__What the task asks__. Your output should be the lines of the entries below, exactly, from the first one through the line that holds "filter:drop-shadow(0 0 2px".

(Dataset entries)
....

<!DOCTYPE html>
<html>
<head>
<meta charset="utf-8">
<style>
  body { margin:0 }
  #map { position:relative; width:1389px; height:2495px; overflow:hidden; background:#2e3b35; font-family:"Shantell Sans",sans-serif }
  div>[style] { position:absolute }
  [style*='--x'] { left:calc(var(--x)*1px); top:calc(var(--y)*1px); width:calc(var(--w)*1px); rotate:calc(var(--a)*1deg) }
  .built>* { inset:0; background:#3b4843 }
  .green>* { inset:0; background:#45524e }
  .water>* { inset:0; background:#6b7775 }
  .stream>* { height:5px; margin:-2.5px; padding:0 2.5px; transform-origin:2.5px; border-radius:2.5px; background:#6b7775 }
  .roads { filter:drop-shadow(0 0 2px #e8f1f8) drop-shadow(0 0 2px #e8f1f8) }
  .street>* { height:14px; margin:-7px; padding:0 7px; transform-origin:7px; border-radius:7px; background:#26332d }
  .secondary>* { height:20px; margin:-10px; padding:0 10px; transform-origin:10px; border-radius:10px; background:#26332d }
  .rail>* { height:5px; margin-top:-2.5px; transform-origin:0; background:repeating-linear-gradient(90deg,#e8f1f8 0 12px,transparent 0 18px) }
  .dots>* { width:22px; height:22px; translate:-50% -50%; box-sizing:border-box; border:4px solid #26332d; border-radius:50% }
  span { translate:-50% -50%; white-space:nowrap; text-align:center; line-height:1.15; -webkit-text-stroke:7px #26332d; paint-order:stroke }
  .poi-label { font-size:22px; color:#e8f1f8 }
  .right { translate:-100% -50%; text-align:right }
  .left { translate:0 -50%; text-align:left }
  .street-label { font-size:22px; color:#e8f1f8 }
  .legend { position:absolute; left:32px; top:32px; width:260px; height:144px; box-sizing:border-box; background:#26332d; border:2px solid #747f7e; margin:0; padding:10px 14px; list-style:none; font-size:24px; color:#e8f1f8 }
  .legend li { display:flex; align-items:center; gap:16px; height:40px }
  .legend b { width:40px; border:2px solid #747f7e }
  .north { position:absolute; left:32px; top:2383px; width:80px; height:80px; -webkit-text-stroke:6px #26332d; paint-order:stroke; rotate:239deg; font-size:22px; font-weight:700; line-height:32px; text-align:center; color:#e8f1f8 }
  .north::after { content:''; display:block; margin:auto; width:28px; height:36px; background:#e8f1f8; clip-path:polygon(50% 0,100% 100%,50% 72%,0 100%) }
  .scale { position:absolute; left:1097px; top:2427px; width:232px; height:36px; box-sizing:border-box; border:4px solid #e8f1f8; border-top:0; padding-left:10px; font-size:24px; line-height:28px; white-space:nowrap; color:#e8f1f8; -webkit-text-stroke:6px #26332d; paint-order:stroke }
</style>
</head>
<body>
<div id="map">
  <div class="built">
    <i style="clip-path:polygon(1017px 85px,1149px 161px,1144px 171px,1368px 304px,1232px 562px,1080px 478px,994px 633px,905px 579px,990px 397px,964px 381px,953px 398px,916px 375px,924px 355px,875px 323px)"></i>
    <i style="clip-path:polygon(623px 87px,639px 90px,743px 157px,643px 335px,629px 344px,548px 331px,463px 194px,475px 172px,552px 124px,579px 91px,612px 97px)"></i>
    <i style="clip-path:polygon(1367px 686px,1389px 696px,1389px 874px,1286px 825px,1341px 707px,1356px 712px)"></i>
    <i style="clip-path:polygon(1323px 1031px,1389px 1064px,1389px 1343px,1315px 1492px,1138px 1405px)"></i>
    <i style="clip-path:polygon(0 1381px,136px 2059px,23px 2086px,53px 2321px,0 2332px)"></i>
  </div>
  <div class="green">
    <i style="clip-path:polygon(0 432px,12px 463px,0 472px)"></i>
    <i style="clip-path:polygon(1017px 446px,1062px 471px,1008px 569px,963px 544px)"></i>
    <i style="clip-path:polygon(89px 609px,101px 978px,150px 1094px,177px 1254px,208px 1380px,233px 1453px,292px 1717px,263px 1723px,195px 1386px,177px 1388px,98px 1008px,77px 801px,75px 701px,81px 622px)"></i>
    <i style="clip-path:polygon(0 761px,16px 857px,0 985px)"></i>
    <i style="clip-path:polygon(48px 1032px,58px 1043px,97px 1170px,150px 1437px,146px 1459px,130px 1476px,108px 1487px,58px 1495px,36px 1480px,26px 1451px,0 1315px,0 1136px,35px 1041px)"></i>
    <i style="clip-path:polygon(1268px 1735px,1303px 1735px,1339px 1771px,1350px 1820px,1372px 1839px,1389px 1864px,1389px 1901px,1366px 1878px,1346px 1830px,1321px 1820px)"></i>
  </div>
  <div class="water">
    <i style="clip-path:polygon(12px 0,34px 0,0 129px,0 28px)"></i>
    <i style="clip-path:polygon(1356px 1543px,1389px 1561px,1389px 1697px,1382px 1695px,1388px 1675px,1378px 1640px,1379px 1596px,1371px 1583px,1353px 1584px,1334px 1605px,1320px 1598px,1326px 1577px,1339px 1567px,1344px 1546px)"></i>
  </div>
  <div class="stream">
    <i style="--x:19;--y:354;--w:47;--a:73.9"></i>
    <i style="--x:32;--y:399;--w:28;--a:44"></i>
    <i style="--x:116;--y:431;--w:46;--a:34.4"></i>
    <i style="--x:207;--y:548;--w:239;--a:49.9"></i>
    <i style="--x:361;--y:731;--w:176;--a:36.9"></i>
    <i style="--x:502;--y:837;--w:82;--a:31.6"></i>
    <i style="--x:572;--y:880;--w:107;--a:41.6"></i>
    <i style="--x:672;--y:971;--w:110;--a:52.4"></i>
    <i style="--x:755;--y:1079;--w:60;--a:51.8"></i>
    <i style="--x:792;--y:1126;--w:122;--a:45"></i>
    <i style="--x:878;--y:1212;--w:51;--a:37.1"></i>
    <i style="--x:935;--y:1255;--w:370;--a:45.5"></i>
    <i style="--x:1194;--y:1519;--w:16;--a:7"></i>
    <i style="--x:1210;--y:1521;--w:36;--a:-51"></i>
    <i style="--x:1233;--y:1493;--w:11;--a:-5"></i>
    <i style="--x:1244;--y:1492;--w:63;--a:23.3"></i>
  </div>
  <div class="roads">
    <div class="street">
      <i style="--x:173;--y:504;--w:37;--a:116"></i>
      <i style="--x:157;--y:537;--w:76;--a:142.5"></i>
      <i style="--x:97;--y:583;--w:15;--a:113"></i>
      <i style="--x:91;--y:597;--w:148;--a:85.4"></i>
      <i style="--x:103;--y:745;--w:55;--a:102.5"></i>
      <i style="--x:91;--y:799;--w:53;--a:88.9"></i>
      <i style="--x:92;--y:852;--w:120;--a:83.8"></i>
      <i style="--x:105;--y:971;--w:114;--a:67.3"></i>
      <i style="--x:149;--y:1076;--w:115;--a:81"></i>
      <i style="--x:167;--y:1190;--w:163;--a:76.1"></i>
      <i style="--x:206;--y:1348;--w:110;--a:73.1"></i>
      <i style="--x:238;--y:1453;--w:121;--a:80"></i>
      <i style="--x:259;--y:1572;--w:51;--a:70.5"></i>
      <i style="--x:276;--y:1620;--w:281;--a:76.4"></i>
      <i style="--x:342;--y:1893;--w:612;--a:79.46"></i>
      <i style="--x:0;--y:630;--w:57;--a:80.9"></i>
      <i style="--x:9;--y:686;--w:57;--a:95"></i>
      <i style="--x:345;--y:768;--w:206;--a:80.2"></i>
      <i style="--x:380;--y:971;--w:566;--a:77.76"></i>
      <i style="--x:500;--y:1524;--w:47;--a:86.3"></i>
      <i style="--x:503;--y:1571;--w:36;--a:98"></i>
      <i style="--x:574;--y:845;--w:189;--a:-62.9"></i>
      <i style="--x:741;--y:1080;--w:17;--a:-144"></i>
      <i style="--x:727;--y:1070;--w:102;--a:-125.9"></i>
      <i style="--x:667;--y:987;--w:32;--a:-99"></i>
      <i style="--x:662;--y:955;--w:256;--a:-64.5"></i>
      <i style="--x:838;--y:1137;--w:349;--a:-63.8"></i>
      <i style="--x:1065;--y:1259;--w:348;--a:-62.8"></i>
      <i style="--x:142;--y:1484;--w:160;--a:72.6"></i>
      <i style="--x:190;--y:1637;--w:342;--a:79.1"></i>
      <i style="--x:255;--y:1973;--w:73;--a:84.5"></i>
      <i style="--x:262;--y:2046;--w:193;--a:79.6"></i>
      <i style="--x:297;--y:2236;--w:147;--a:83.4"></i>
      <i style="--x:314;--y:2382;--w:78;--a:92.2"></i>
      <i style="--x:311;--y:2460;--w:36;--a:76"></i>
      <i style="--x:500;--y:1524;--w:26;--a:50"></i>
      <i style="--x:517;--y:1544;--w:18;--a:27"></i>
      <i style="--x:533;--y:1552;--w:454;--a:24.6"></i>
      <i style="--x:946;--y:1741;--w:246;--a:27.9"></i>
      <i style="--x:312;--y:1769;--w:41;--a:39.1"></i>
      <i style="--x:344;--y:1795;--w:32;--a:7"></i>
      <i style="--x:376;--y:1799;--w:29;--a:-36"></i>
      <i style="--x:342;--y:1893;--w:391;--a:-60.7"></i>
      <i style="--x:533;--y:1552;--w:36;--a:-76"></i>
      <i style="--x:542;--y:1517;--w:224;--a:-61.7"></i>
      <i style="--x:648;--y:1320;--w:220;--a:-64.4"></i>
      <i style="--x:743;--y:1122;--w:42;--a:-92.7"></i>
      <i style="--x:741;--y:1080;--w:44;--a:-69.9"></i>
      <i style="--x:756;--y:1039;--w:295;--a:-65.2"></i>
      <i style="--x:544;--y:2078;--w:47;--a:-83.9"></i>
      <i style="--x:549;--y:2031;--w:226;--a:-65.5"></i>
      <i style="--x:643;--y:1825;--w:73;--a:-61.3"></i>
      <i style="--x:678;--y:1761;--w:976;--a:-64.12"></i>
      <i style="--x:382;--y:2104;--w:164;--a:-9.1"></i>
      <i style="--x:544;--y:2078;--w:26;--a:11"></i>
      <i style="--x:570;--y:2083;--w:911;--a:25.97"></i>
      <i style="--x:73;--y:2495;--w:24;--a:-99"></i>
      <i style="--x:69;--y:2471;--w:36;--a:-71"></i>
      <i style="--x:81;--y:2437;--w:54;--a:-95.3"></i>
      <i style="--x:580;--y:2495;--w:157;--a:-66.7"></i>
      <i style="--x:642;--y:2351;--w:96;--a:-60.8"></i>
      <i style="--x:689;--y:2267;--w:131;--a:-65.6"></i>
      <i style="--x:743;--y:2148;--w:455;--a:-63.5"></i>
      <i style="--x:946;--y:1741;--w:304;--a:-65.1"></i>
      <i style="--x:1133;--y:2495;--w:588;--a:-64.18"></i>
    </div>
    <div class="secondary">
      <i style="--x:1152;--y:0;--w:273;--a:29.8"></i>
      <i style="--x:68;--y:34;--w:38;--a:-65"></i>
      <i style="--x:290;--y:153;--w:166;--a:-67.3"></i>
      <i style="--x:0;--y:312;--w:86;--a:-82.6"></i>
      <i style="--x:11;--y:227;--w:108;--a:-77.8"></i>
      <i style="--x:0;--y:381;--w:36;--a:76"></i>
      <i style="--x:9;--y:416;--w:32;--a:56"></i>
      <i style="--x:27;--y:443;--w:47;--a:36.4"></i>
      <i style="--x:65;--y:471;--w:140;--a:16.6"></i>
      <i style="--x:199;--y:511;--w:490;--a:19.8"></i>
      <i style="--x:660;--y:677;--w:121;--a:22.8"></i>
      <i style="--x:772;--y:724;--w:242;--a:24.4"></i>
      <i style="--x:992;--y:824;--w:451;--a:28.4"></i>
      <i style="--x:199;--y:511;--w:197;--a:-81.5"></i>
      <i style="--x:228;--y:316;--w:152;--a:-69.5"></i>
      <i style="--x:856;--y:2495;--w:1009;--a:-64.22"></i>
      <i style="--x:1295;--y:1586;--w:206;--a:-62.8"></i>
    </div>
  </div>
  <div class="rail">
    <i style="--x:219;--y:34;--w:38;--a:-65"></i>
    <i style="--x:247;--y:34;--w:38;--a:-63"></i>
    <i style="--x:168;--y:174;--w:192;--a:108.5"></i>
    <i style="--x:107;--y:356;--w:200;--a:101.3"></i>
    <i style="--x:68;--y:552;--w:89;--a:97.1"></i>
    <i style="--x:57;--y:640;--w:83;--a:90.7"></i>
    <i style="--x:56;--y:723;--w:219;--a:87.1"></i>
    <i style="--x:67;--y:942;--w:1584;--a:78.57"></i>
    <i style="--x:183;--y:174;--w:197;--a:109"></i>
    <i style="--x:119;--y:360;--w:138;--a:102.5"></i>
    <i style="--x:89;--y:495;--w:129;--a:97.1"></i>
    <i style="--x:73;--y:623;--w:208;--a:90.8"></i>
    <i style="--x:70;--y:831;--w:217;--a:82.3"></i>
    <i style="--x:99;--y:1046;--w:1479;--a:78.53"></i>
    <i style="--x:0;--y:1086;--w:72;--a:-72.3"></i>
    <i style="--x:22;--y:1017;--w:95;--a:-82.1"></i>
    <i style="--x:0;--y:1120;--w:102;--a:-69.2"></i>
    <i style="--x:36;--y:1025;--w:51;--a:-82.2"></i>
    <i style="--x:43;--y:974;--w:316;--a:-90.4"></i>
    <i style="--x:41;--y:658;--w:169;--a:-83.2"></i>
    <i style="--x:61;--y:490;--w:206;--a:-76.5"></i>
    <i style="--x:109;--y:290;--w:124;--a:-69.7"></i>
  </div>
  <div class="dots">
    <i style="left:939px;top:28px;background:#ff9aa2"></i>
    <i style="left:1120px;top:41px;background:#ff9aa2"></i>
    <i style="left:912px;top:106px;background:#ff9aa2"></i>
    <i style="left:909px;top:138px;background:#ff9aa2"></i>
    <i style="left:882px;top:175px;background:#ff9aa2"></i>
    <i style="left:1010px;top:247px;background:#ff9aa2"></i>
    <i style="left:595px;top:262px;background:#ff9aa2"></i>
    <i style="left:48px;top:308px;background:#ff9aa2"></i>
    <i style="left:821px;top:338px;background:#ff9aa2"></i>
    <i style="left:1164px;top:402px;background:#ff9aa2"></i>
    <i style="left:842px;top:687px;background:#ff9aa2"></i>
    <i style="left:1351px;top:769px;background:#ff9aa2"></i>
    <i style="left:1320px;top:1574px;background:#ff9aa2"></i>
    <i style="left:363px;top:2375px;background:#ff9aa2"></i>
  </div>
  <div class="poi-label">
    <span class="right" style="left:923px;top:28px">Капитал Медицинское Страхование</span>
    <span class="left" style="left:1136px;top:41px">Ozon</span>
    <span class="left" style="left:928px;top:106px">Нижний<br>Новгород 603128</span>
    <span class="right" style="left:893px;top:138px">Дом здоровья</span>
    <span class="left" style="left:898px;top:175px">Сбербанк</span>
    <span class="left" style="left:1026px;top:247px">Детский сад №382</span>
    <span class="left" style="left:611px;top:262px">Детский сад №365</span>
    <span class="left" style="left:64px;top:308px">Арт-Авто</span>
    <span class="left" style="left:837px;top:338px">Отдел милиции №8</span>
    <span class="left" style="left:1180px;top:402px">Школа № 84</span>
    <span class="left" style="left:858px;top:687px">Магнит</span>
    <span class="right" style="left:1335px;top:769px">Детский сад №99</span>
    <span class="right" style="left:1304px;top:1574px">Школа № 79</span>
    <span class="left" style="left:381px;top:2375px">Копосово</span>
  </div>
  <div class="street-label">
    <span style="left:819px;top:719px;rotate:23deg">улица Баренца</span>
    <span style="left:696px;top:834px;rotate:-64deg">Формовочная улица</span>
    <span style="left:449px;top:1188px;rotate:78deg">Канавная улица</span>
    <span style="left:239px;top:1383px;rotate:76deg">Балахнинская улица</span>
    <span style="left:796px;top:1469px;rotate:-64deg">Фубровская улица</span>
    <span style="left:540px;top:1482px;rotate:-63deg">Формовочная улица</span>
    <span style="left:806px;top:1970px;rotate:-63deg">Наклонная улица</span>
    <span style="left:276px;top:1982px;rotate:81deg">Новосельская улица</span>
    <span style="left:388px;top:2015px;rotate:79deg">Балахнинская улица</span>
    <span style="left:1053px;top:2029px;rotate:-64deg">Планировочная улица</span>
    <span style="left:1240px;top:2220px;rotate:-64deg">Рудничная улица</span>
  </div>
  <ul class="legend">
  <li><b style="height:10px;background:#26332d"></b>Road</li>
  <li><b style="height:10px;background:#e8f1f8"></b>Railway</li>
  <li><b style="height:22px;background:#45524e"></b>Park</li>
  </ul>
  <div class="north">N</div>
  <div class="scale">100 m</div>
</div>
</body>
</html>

....

__Output for this task__.
<!DOCTYPE html>
<html>
<head>
<meta charset="utf-8">
<style>
  body { margin:0 }
  #map { position:relative; width:1389px; height:2495px; overflow:hidden; background:#2e3b35; font-family:"Shantell Sans",sans-serif }
  div>[style] { position:absolute }
  [style*='--x'] { left:calc(var(--x)*1px); top:calc(var(--y)*1px); width:calc(var(--w)*1px); rotate:calc(var(--a)*1deg) }
  .built>* { inset:0; background:#3b4843 }
  .green>* { inset:0; background:#45524e }
  .water>* { inset:0; background:#6b7775 }
  .stream>* { height:5px; margin:-2.5px; padding:0 2.5px; transform-origin:2.5px; border-radius:2.5px; background:#6b7775 }
  .roads { filter:drop-shadow(0 0 2px #e8f1f8) drop-shadow(0 0 2px #e8f1f8) }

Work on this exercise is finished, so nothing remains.